I recently upgraded my Toshiba Encore 32 gb tablet to Windows 10 from Windows 8.1 (about 3 days ago) and today I turned on to go do some school work and noticed the App Store and many other Microsoft apps, like calculator, video, photos, alarm, etc where orange (that's the color I have my computer set on) but at the bottom of each app it says '@{Microsoft.WindowsStore_2015.10.13.0_x86___8wekyb3d'
I've searched online for hours and tried multiple powersshell commands, and I've tired running wsreset.exe it did nothing.
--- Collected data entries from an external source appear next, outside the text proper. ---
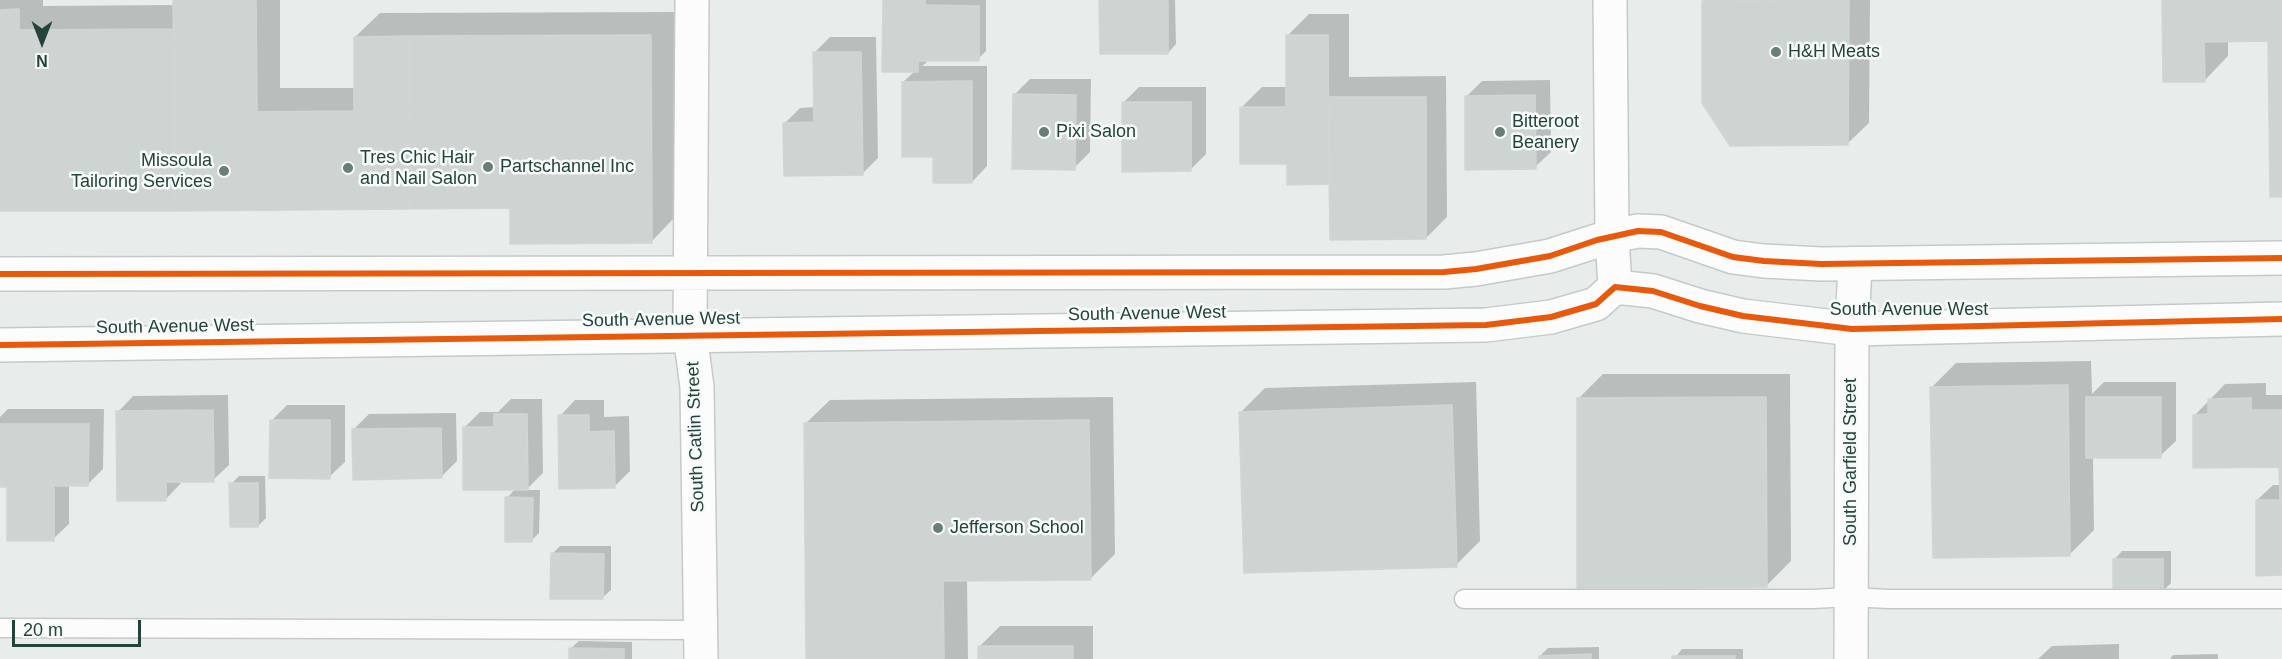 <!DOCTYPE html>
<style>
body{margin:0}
#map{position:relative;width:2282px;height:659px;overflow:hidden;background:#e8edeb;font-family:Helvetica,sans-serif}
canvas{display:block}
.north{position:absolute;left:12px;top:12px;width:60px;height:60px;-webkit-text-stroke:4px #f7fbf9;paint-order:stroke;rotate:180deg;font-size:16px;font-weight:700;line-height:24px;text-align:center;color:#23433c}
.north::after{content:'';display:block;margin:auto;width:21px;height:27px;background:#23433c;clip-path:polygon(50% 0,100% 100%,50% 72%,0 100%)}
.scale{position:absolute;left:12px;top:620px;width:129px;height:27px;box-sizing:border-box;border:3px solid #23433c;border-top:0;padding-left:8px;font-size:18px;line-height:21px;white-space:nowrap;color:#23433c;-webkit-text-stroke:4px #f7fbf9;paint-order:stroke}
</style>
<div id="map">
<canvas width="2282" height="659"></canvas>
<div class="north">N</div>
<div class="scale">20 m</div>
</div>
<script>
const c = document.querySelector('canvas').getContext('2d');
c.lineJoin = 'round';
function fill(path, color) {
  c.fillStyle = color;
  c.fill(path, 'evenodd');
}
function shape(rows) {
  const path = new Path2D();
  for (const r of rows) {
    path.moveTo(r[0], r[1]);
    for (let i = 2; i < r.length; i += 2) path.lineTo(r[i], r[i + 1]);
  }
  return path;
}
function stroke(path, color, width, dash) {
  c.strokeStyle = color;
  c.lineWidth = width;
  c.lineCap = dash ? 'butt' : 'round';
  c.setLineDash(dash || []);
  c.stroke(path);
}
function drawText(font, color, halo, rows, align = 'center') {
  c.font = font + ' Helvetica,sans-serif';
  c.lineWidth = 5;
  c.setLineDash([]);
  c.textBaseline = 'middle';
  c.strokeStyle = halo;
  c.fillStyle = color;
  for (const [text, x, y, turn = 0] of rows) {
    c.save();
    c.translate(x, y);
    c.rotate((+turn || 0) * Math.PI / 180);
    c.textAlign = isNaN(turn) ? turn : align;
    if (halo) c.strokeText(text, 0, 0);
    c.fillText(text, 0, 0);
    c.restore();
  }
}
const shadow = shape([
 [0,0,43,0,43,6,175,5,175,0,280,0,280,88,356,88,355,37,380,13,674,12,675,217,651,242,511,207,0,210],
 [884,0,986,0,986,51,978,59,926,59,926,63,922,66,987,66,987,166,972,182,935,156,903,82,915,71],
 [1100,0,1175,0,1176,44,1168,53],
 [1705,0,1870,0,1869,123,1848,143,1703,1],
 [2164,0,2282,0,2282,195,2270,40,2228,40,2228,56,2204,81],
 [1309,14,1349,14,1349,77,1446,76,1447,217,1426,238,1331,182,1289,183,1289,163,1241,108,1262,87,1288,87,1288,35],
 [830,37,876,37,878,158,862,174,785,123,800,108,815,107,814,53],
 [1030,79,1091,79,1090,152,1074,168,1015,94],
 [1550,80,1551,152,1535,167,1466,97,1482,81],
 [1139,87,1206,87,1206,154,1191,169,1123,103],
 [2091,361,2092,394,2104,382,2176,382,2176,441,2160,456,2093,456,2094,530,2069,555,1932,387,1956,363],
 [1603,374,1790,374,1791,561,1766,586,1578,399],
 [1476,382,1480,541,1456,565,1241,412,1265,388],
 [2266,383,2266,395,2282,395,2282,574,2257,500,2273,485,2281,485,2281,466,2195,415,2225,384],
 [228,395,229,465,213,480,181,480,181,483,166,499,118,412,133,396],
 [1113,397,1115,554,1091,578,967,580,968,659,808,659,805,424,830,400],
 [511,399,542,399,543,473,526,490,540,490,539,533,531,541,507,498,516,488,464,428,480,412,498,412],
 [575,400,604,400,604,417,629,416,630,471,614,487,560,416],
 [287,405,345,405,345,462,329,477,272,420],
 [8,409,104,409,103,469,87,485,69,485,69,524,53,539,8,485,0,485,0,417],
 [456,413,457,461,441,477,353,430,369,414],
 [239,476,265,476,266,518,258,526,231,484],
 [560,546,611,546,611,590,602,598,552,554],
 [2122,551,2171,551,2171,583,2163,591,2114,560],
 [1000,626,1093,626,1093,659,979,659,979,647],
 [579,641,632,642,632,659,570,659,570,649],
 [2119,644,2119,659,2038,659,2052,646],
 [1599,647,1599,659,1540,659,1540,656,1548,648],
 [1682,649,1743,649,1743,659,1674,659],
 [2218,654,2218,659,2170,659,2173,655]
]);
const building = shape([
 [173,0,256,0,257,112,354,111,354,37,409,36,410,209,175,211,173,0],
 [883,0,925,0,925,5,979,6,979,61,918,61,918,72,882,72,883,0],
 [1099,0,1168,0,1168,54,1100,54,1099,0],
 [1849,0,1848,145,1730,146,1702,103,1702,1,1849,0],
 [2162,0,2282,0,2282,197,2270,197,2268,41,2204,42,2205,82,2163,82,2162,0],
 [19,9,19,30,174,29,175,211,0,211,0,10,19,9],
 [651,35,652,243,510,244,510,208,410,209,409,36,651,35],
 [1286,35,1328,35,1329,184,1287,185,1287,164,1240,164,1240,107,1286,107,1286,35],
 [813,52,861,52,863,175,784,176,783,123,814,122,813,52],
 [972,81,972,183,933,183,933,157,902,157,902,82,972,81],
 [1013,94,1076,95,1075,170,1012,169,1013,94],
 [1535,95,1536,169,1465,170,1465,96,1535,95],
 [1328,97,1426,97,1426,239,1330,240,1328,97],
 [1122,102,1191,102,1191,171,1122,172,1122,102],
 [2068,385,2070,556,1933,558,1930,387,2068,385],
 [1766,397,1767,587,1577,589,1577,398,1766,397],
 [2086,397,2161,397,2161,458,2086,458,2086,397],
 [2251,398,2251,410,2282,410,2282,575,2256,576,2256,500,2280,500,2279,467,2193,468,2193,415,2208,414,2208,399,2251,398],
 [1452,405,1457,567,1244,573,1239,412,1452,405],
 [213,410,214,482,166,482,166,501,117,501,116,411,213,410],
 [494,414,527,414,528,490,463,490,463,427,494,427,494,414],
 [558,415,589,415,589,432,614,431,615,488,559,489,558,415],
 [270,420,330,420,330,479,269,478,270,420],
 [1089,420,1091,580,943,581,944,659,806,659,804,423,1089,420],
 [0,424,89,424,88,486,54,486,54,541,7,541,7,487,0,487,0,424],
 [441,428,442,478,353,480,352,429,441,428],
 [229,483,258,483,258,527,230,527,229,483],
 [505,497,533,498,532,542,505,542,505,497],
 [551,553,604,554,603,599,550,599,551,553],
 [2113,559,2163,559,2163,593,2113,593,2113,559],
 [978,646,1073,646,1073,659,978,659,978,646],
 [569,648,624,649,624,659,569,659,569,648],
 [1591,654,1591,659,1539,659,1539,656,1591,654],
 [1672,656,1735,656,1735,659,1672,659,1672,656]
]);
const lane = shape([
 [1464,599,1813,599,1850,597,1889,599,2282,599],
 [0,628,701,630]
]);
const street = shape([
 [692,0,690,334,697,387,701,659],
 [0,274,1444,272,1476,269,1550,256,1612,236],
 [1851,659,1852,329,1855,265]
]);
const secondary = shape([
 [1610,0,1612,236,1615,287],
 [1612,236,1638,231,1661,232,1733,257,1764,261,1821,264,2282,258],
 [0,345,1486,325,1551,317,1596,304,1615,287,1653,291,1700,306,1743,316,1852,329,2282,319]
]);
const cycleway = shape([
 [0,274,1444,272,1476,269,1550,256,1597,240,1638,231,1661,232,1733,257,1764,261,1821,264,2282,258],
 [0,345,1486,325,1551,317,1596,304,1615,287,1653,291,1700,306,1743,316,1852,329,2282,319]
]);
const markers = [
 [1776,52,6,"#687e79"],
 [1044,132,6,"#687e79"],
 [1500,132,6,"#687e79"],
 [488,167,6,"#687e79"],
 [348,168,6,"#687e79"],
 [224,171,6,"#687e79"],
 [938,528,6,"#687e79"]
];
const poiNames = [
 ["H&H Meats",1788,52],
 ["Bitteroot",1512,122],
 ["Beanery",1512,143],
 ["Pixi Salon",1056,132],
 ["Tres Chic Hair",360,158],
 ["and Nail Salon",360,179],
 ["Missoula",212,161,"right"],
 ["Tailoring Services",212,182,"right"],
 ["Partschannel Inc",500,167],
 ["Jefferson School",950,528]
];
const streetNames = [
 ["South Avenue West",1909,310],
 ["South Avenue West",1147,314,-1],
 ["South Avenue West",661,320,-1],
 ["South Avenue West",175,327,-1],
 ["South Catlin Street",696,437,-92],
 ["South Garfield Street",1851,462,-90]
];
fill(shadow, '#0003');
fill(building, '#ced4d2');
stroke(building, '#d1d6d4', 1.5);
stroke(lane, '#c5cac8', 21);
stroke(street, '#c5cac8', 36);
stroke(secondary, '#c3cac8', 36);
stroke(lane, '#fcfcfc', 18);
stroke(street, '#fcfcfc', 33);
stroke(secondary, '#fcfcfc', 33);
stroke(cycleway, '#e8590c', 6);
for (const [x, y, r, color] of markers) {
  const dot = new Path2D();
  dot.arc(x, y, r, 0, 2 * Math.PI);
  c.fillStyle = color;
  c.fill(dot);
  stroke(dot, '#f7fbf9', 2);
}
drawText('18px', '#23433c', '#f7fbf9', poiNames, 'left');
drawText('18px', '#23433c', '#f7fbf9', streetNames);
</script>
And when I tap on any app it does nothing. Please help!


----------



## explosions1000 (Dec 29, 2015)

*Solution 1 - Delete local cache*
Sometimes issues can be caused by cache, so in order to delete cache go to:

_C:\Users\user_name\AppData\Local\Packages\Microsoft.WindowsStore_8wekyb3d8bbwe\LocalCache_

and delete all files and folders in it. Of course, replace user_name with your actual username on your computer. After you have deleted cache try to start App Store again.

*Solution 2 - Change the DNS addresses*
If the local cache solution didn't get the job done, you can try with changing the DNS addresses. Here's what you need to do:


Open Control Panel and go to Network Connections.
Choose the network connection that you're currently using, right click it, and select Properties.
Scroll to Internet protocol version 4 (TCP/IPv4) and choose Properties.
Choose Use the following DNS Server addresses.
Enter 8.8.8.8 as a preferred DNS Server and 8.8.4.4 as Alternate DNS Server.
Press OK to save your changes.
If you notice any changes with your internet connection, repeat the process and return everything to its default values.

*Solution 3 - Use the Powershell*
The last solution on our list is the Powershell. You can try to restore the availability of your App Store with one command in the PS. Just follow these steps:


Open the Start menu and in the Search field enter Powershell.
Right click the Powershell icon, and choose Run as administrator.
Enter: _Get-AppXPackage -AllUsers | Foreach {Add-AppxPackage -DisableDevelopmentMode -Register "$($_.InstallLocation)\AppXManifest.xml"}._
Press Enter to execute the command.
That's it, I hope at least one of these solutions helped you with your App Store issue.


----------